Caring and Sharing with
By: Rebecca Tye
What are creepy and crawly, have five hearts, consume half their body weight in food daily, can live up to 10 years, and are great waste managers? Worms! And what's a great way to care for our environment and raise money for your girls to share on Unit activities? Vermicomposting!
Red wigglers (eisenia fetida) are related to the common worms that live in our lawns and gardens and that we often find on our sidewalks and driveways after a rain. The difference between these cousins is that common worms like to burrow deep in the soil, while red wigglers prefer to live closer to the top, making them expert composters. In the process called vermicomposting, our red wiggly friends very efficiently turn kitchen scraps and yard waste into a dark nutrient-rich soil.
Vermicomposting and the Environment
As the problem of garbage disposal climbs towards a crisis level, vermicomposting is becoming a sustainable alternative to landfill overload, while providing us with a nutrient-rich organic product to improve the health of our gardens and household plants. A large portion of the waste sent to landfills is organic, and even in communities that have "green bin" programs, vermicomposting offers an alternative to transporting organic waste, with the associated costs and vehicle exhaust emissions.

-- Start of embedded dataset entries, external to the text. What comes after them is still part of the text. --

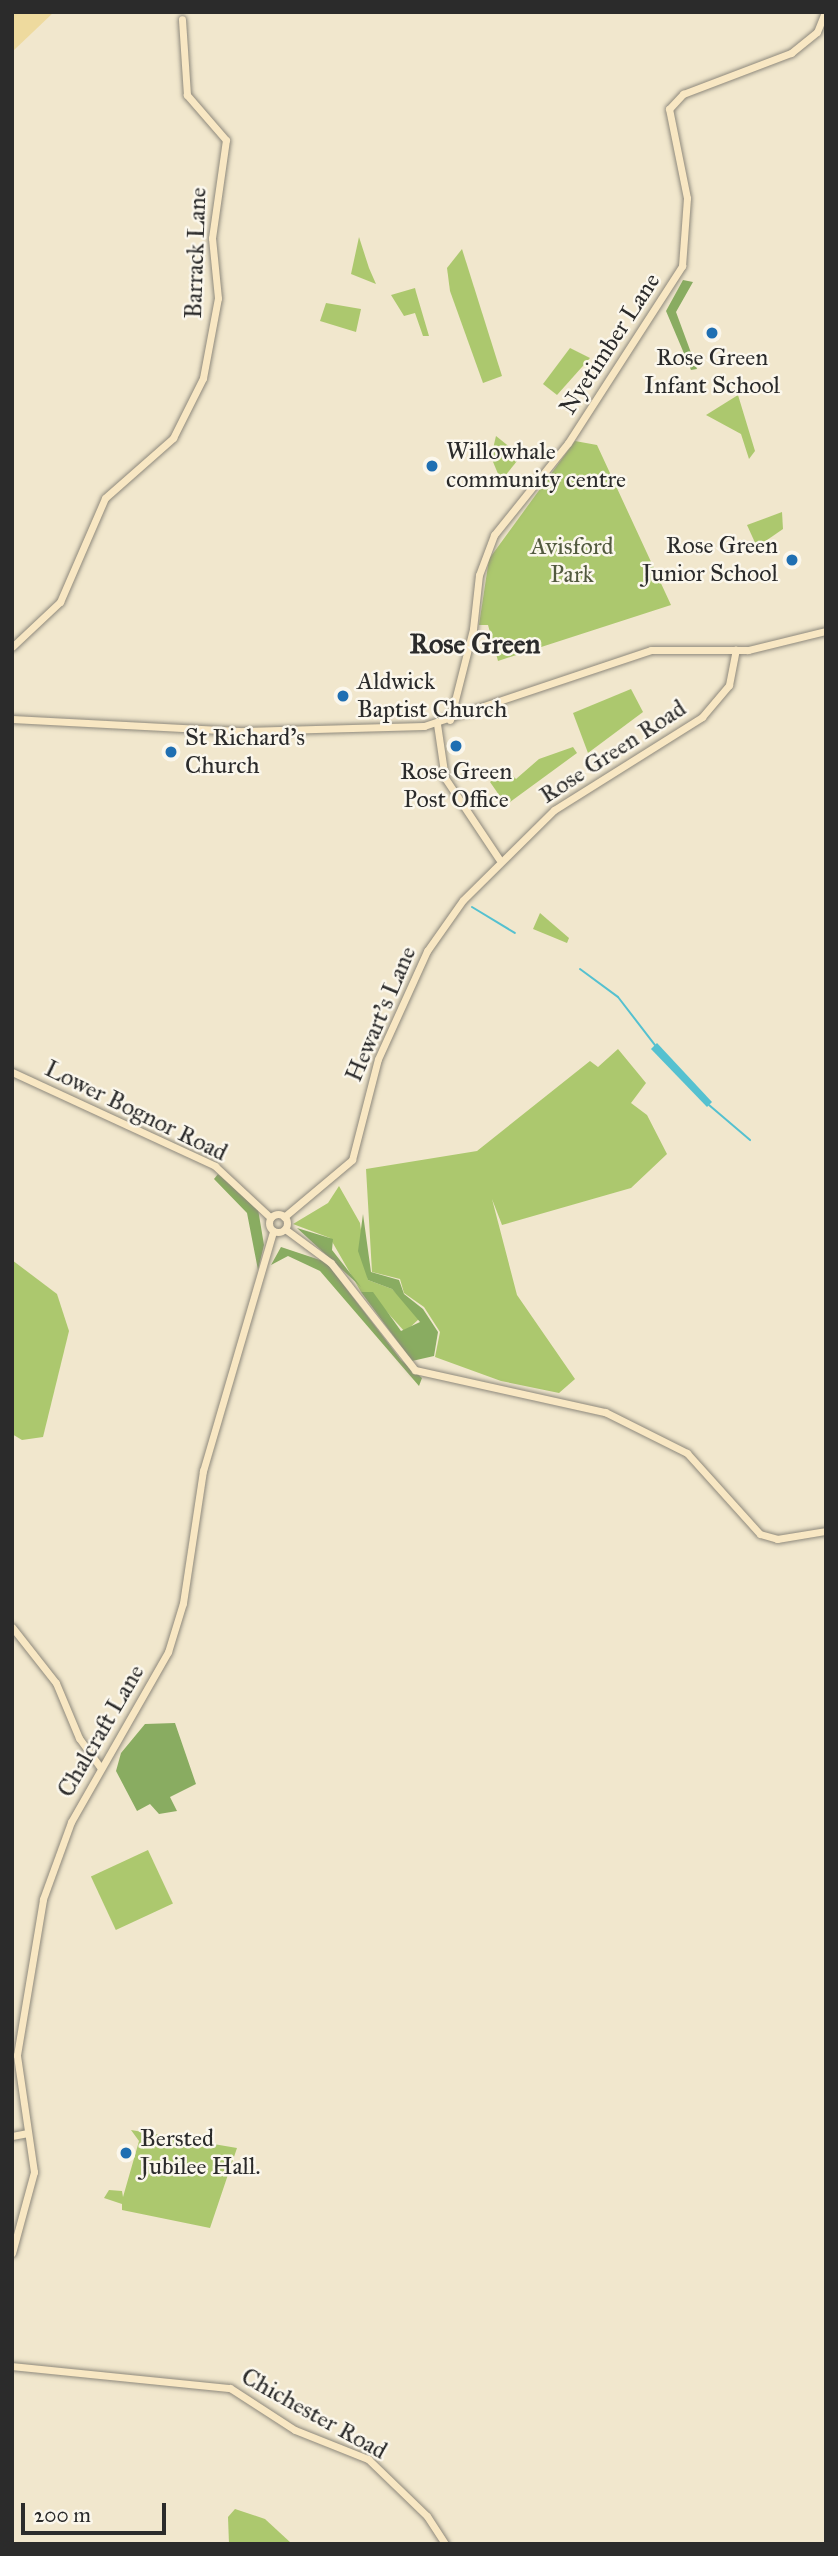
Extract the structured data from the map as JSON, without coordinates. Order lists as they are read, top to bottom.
{
  "streets": {
    "street": [
      "Barrack Lane",
      "Nyetimber Lane",
      "Rose Green Road",
      "Hewart's Lane",
      "Lower Bognor Road",
      "Chalcraft Lane",
      "Chichester Road"
    ]
  },
  "crossings": [
    ["Rose Green Road", "Hewart's Lane"]
  ],
  "districts": ["Rose Green"],
  "parks": ["Avisford Park"],
  "places": [
    "Rose Green Infant School",
    "Willowhale community centre",
    "Rose Green Junior School",
    "Aldwick Baptist Church",
    "Rose Green Post Office",
    "St Richard’s Church",
    "Bersted Jubilee Hall."
  ],
  "scale_bar": "200 m"
}
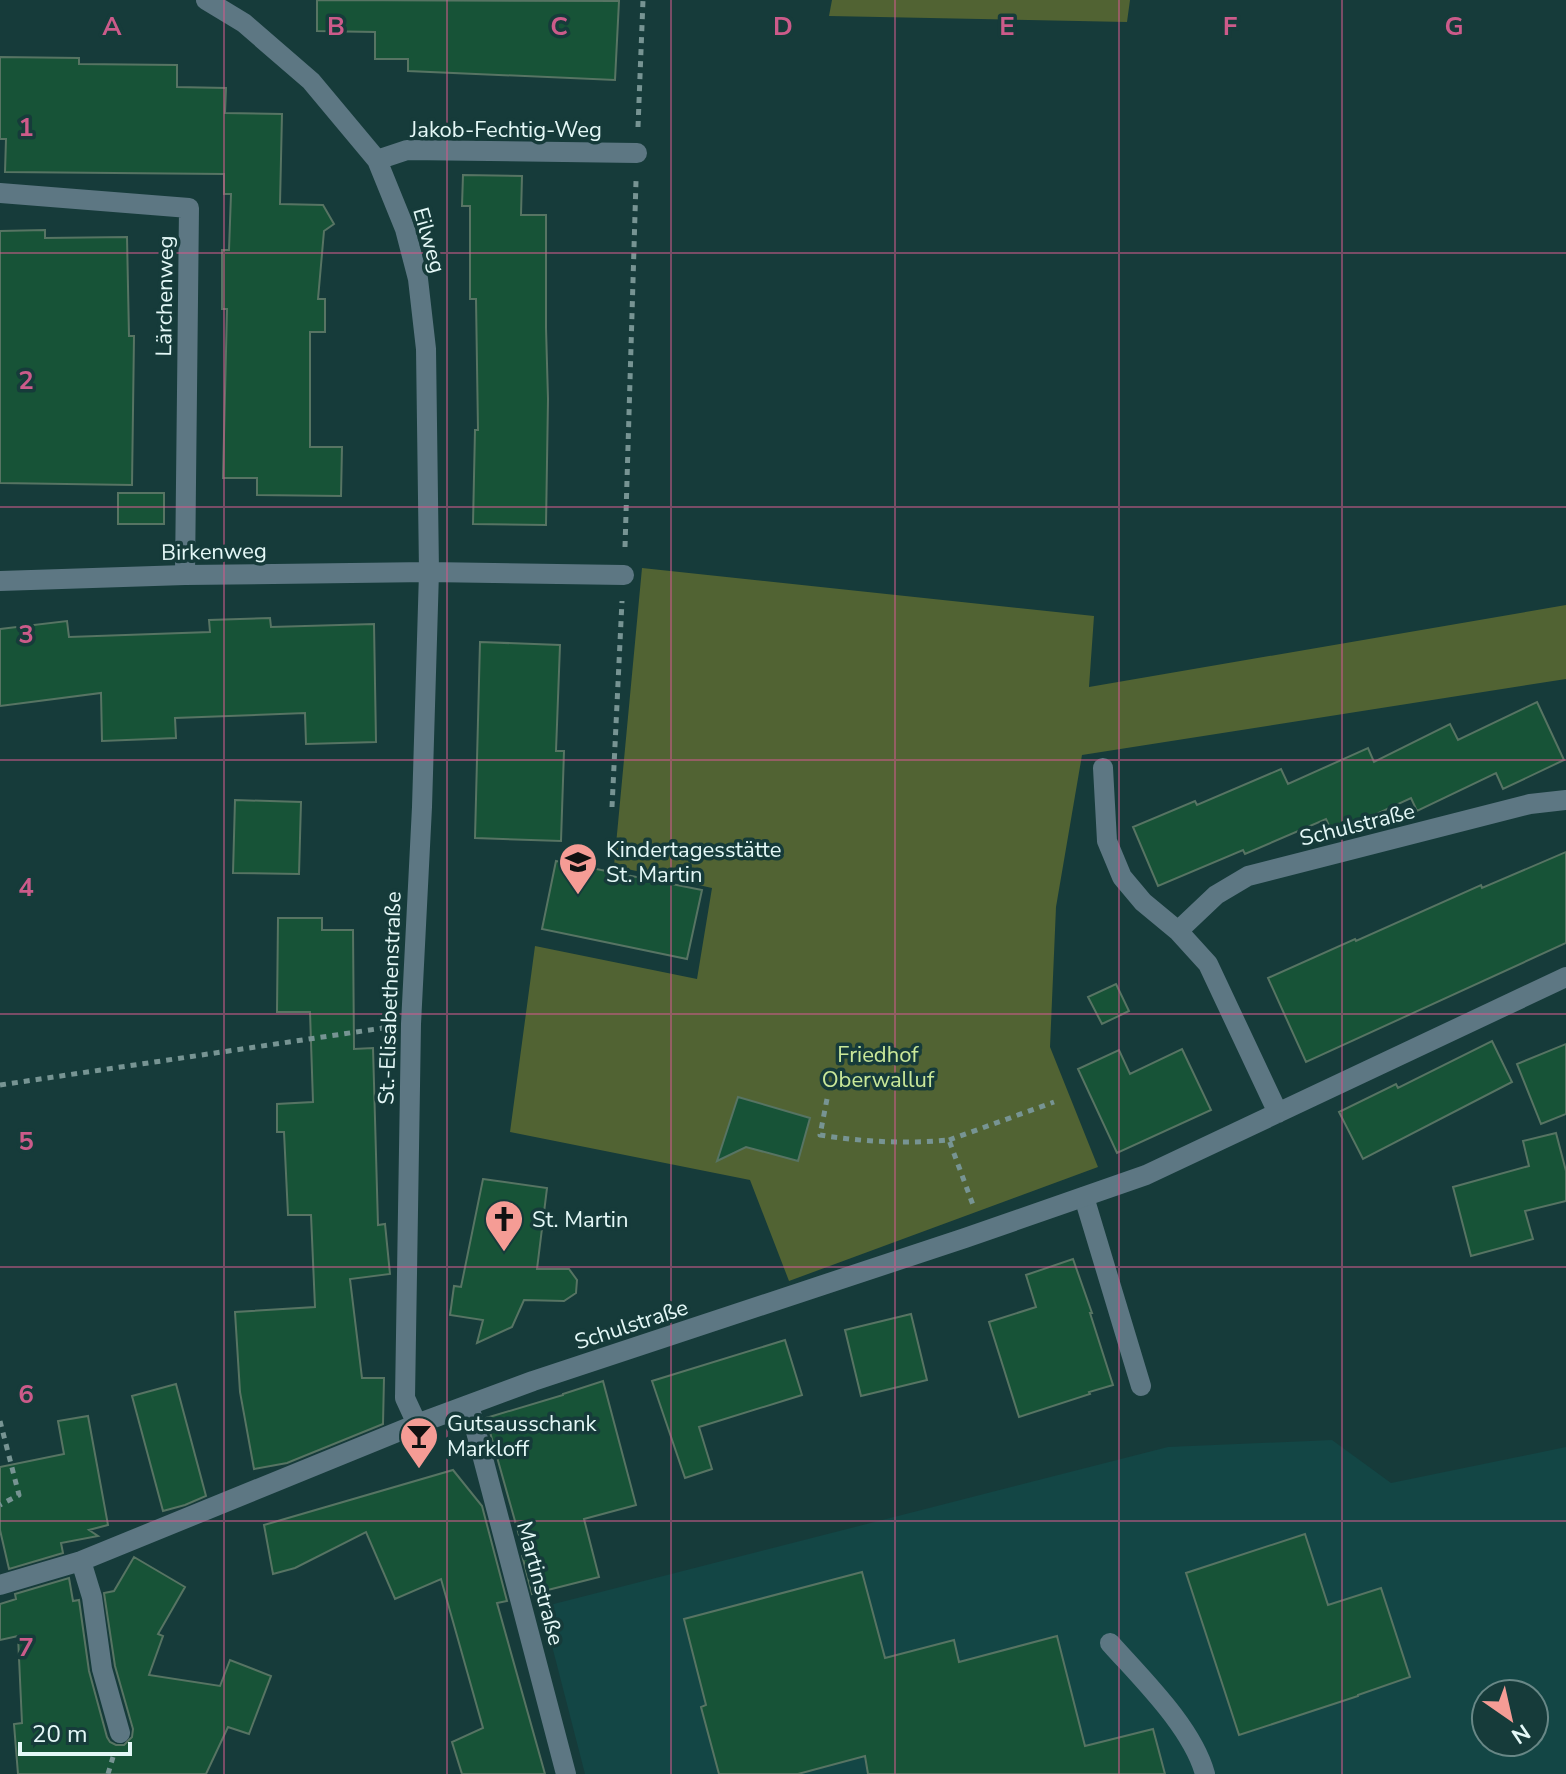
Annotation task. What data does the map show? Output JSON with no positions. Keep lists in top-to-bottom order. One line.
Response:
{"streets":{"street":["Jakob-Fechtig-Weg","Eilweg","Lärchenweg","Birkenweg","Schulstraße","St.-Elisabethenstraße","Martinstraße"]},"crossings":[["Jakob-Fechtig-Weg","Eilweg"],["Eilweg","Birkenweg"],["Eilweg","St.-Elisabethenstraße"],["Lärchenweg","Birkenweg"],["Birkenweg","St.-Elisabethenstraße"],["Schulstraße","St.-Elisabethenstraße"],["Schulstraße","Martinstraße"]],"parks":["Friedhof Oberwalluf"],"places":{"school or university":["Kindertagesstätte St. Martin"],"church":["St. Martin"],"bar":["Gutsausschank Markloff"]},"scale_bar":"20 m","north":"bottom right","grid":{"columns":["A","B","C","D","E","F","G"],"rows":["1","2","3","4","5","6","7"]}}
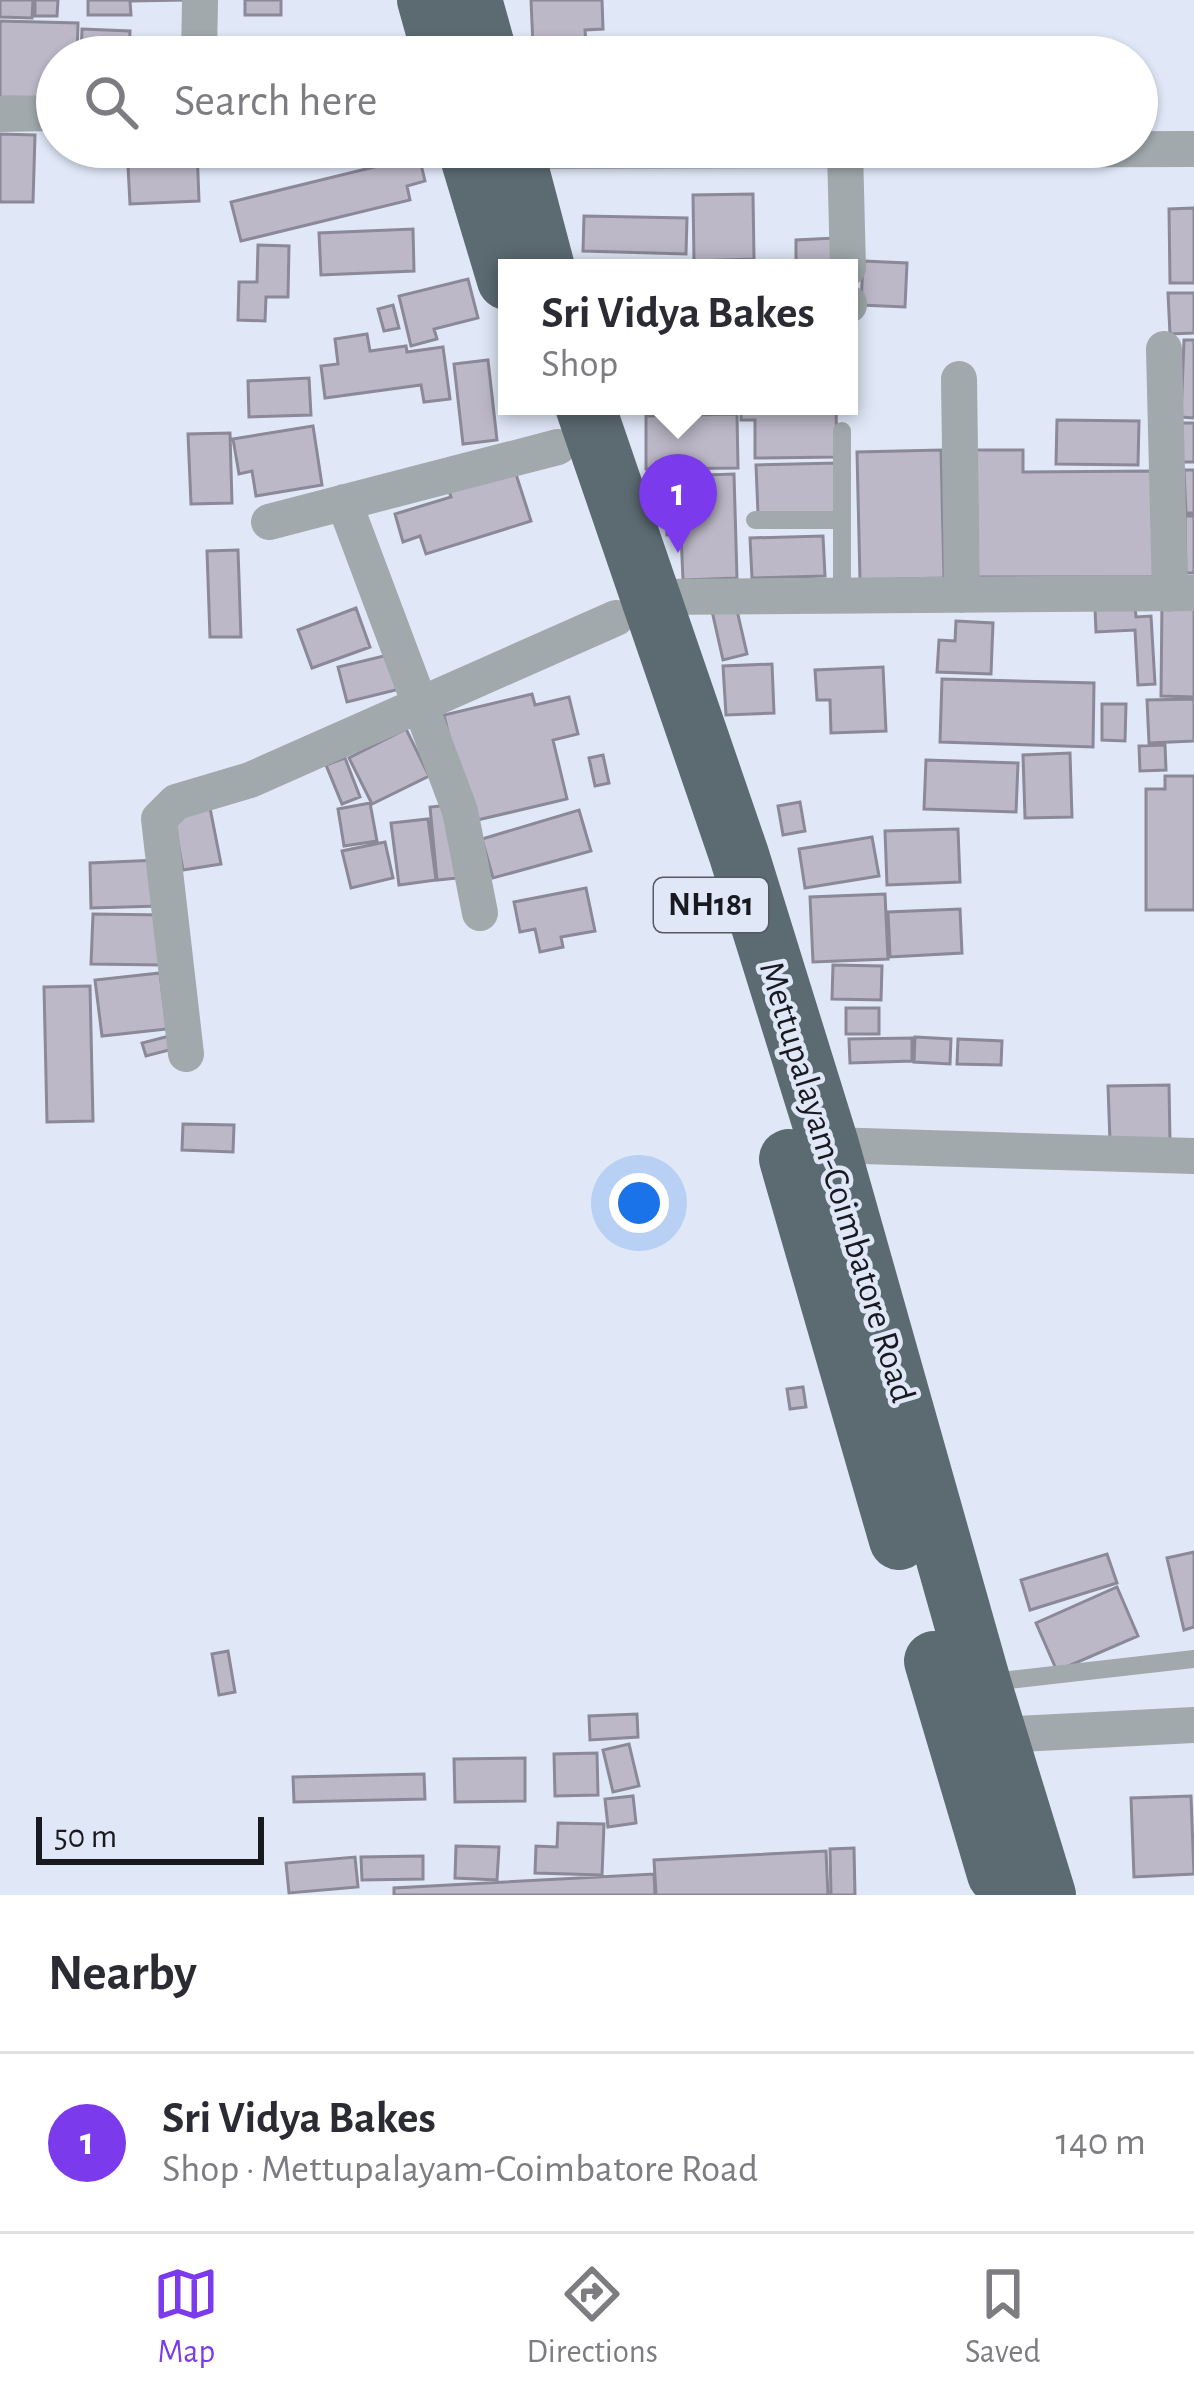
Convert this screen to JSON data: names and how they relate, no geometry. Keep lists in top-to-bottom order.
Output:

The soil produced from a vermicomposting harvest is one of nature's finest
resources. It improves soil structure,
texture and fertility, and stimulates
healthy root development among plants.
The compost can be used on large outside garden projects as well as on indoor house plants. Best of all, it's sustainable and inexpensive!
Vermicomposting and Your Unit
Worm composting offers a tremendous hands-on learning opportunity to educate girls on the importance of environmental sustainability. It's also a great way to raise funds for Unit trips and activities.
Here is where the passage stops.